> **Task description**
Your task is to copy every line of the records below that contains "Pompadour".

> **Stored data entries**

────

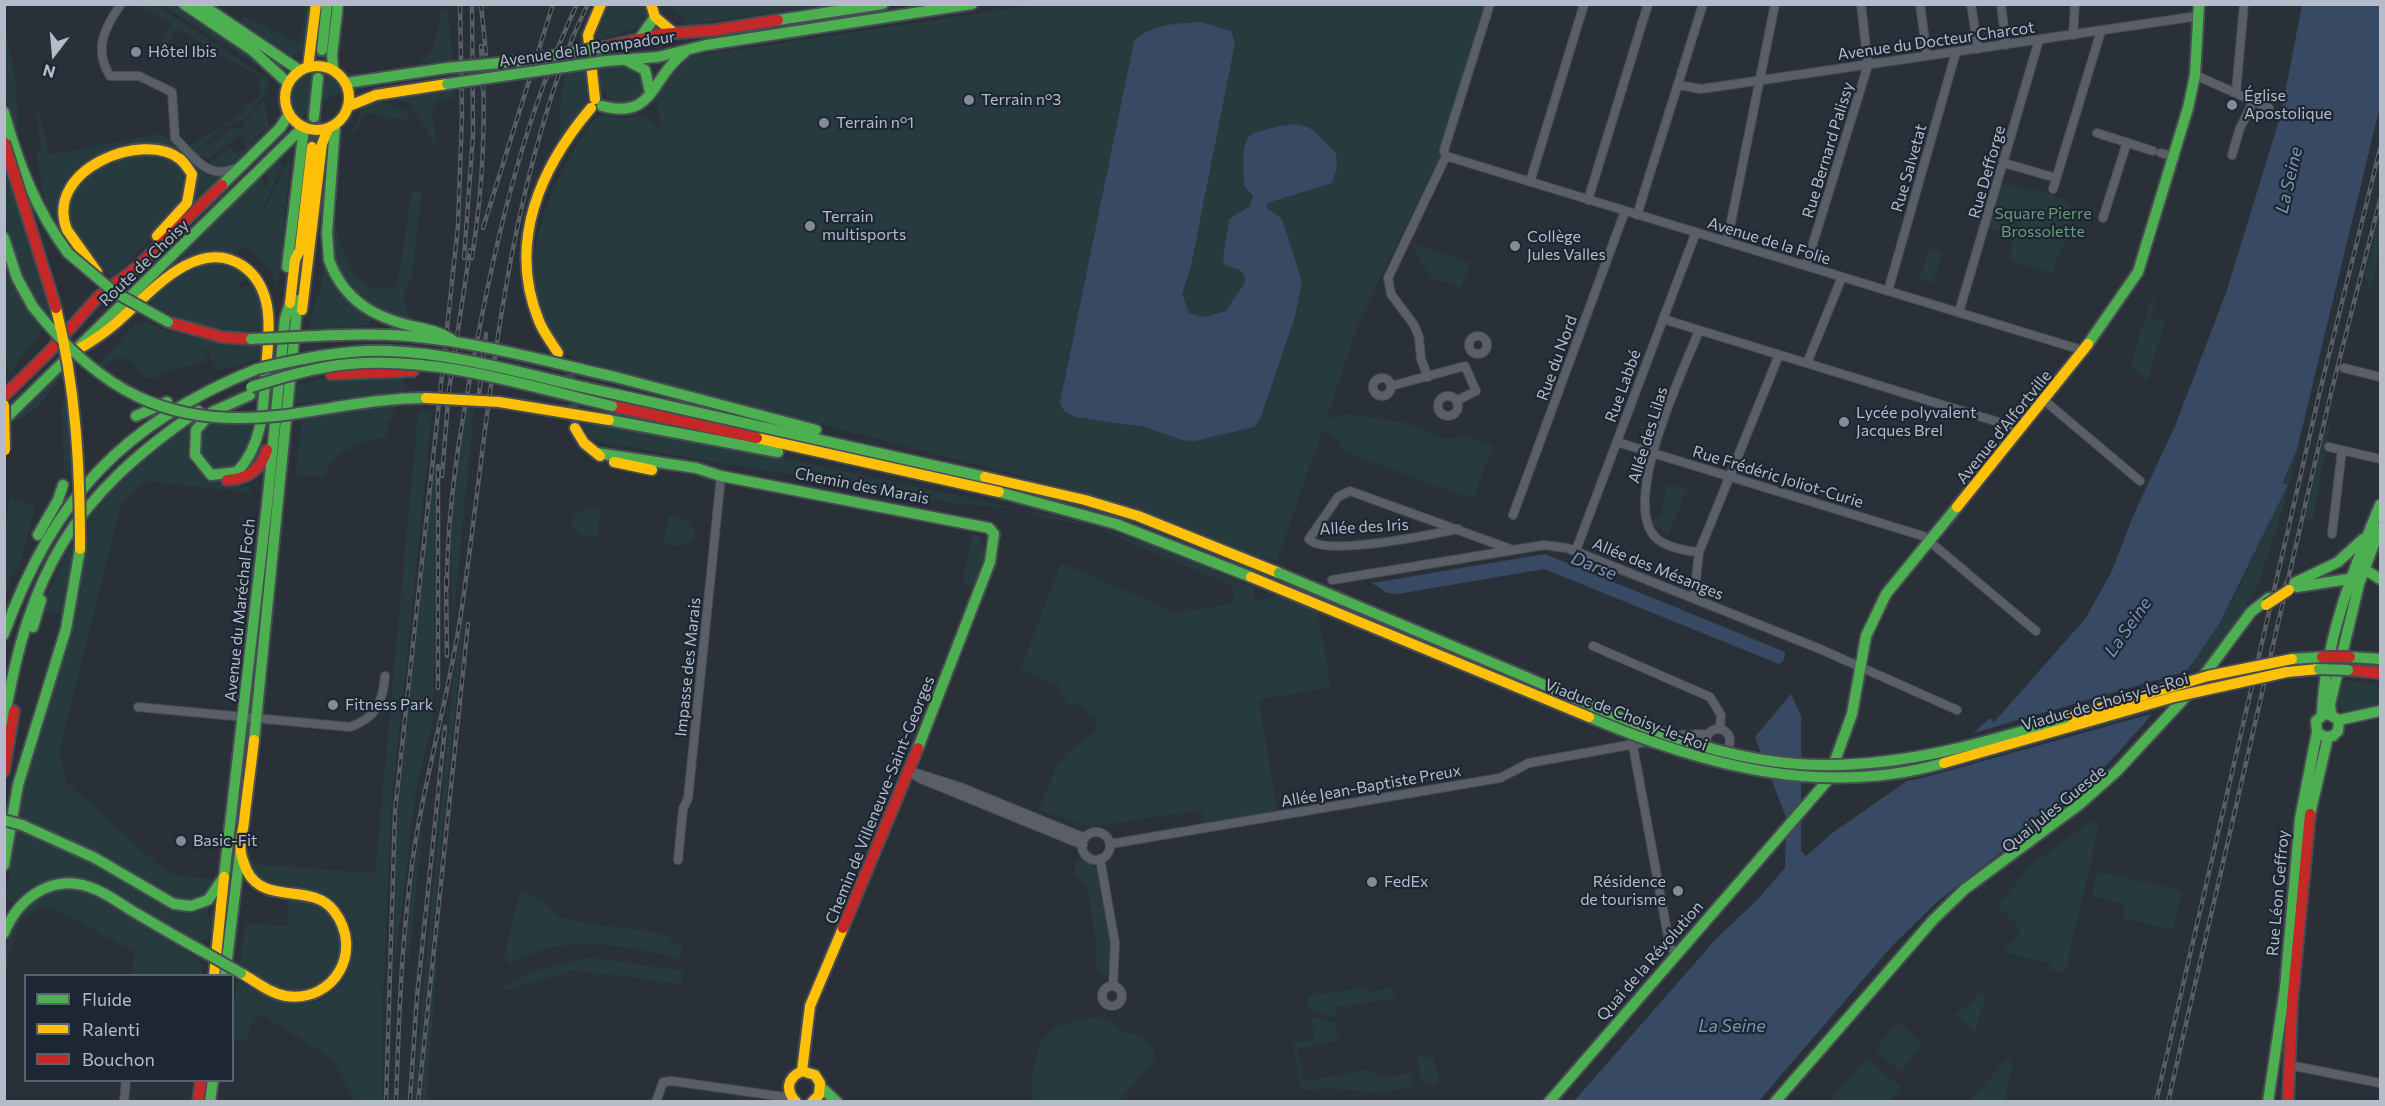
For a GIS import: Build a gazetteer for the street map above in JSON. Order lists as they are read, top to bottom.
{
  "streets": {
    "main road": [
      "Avenue de la Pompadour",
      "Route de Choisy",
      "Avenue d'Alfortville",
      "Chemin des Marais",
      "Avenue du Maréchal Foch",
      "Viaduc de Choisy-le-Roi",
      "Chemin de Villeneuve-Saint-Georges",
      "Quai Jules Guesde",
      "Rue Léon Geffroy",
      "Quai de la Révolution"
    ],
    "street": [
      "Avenue du Docteur Charcot",
      "Rue Bernard Palissy",
      "Rue Salvetat",
      "Rue Defforge",
      "Avenue de la Folie",
      "Rue du Nord",
      "Rue Labbé",
      "Allée des Lilas",
      "Rue Frédéric Joliot-Curie",
      "Allée des Iris",
      "Allée des Mésanges",
      "Impasse des Marais",
      "Allée Jean-Baptiste Preux"
    ]
  },
  "crossings": [
    ["Avenue du Docteur Charcot", "Rue Bernard Palissy"],
    ["Avenue du Docteur Charcot", "Rue Salvetat"],
    ["Avenue du Docteur Charcot", "Rue Defforge"],
    ["Avenue du Docteur Charcot", "Avenue d'Alfortville"],
    ["Avenue de la Pompadour", "Route de Choisy"],
    ["Rue Bernard Palissy", "Avenue de la Folie"],
    ["Rue Salvetat", "Avenue de la Folie"],
    ["Rue Defforge", "Avenue de la Folie"],
    ["Avenue de la Folie", "Rue du Nord"],
    ["Avenue de la Folie", "Rue Labbé"],
    ["Avenue de la Folie", "Avenue d'Alfortville"],
    ["Rue Labbé", "Rue Frédéric Joliot-Curie"],
    ["Rue Labbé", "Allée des Mésanges"],
    ["Avenue d'Alfortville", "Rue Frédéric Joliot-Curie"],
    ["Avenue d'Alfortville", "Allée des Mésanges"],
    ["Avenue d'Alfortville", "Quai de la Révolution"],
    ["Allée des Lilas", "Rue Frédéric Joliot-Curie"],
    ["Chemin des Marais", "Impasse des Marais"],
    ["Chemin des Marais", "Chemin de Villeneuve-Saint-Georges"],
    ["Allée des Iris", "Allée des Mésanges"]
  ],
  "water": ["La Seine", "Darse"],
  "parks": ["Square Pierre Brossolette"],
  "places": [
    "Hôtel Ibis",
    "Terrain n°3",
    "Église Apostolique",
    "Terrain n°1",
    "Terrain multisports",
    "Collège Jules Valles",
    "Lycée polyvalent Jacques Brel",
    "Fitness Park",
    "Basic-Fit",
    "FedEx",
    "Résidence de tourisme"
  ],
  "legend": ["Fluide", "Ralenti", "Bouchon"],
  "north": "bottom"
}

────

> **Reply to the task**
      "Avenue de la Pompadour",
    ["Avenue de la Pompadour", "Route de Choisy"],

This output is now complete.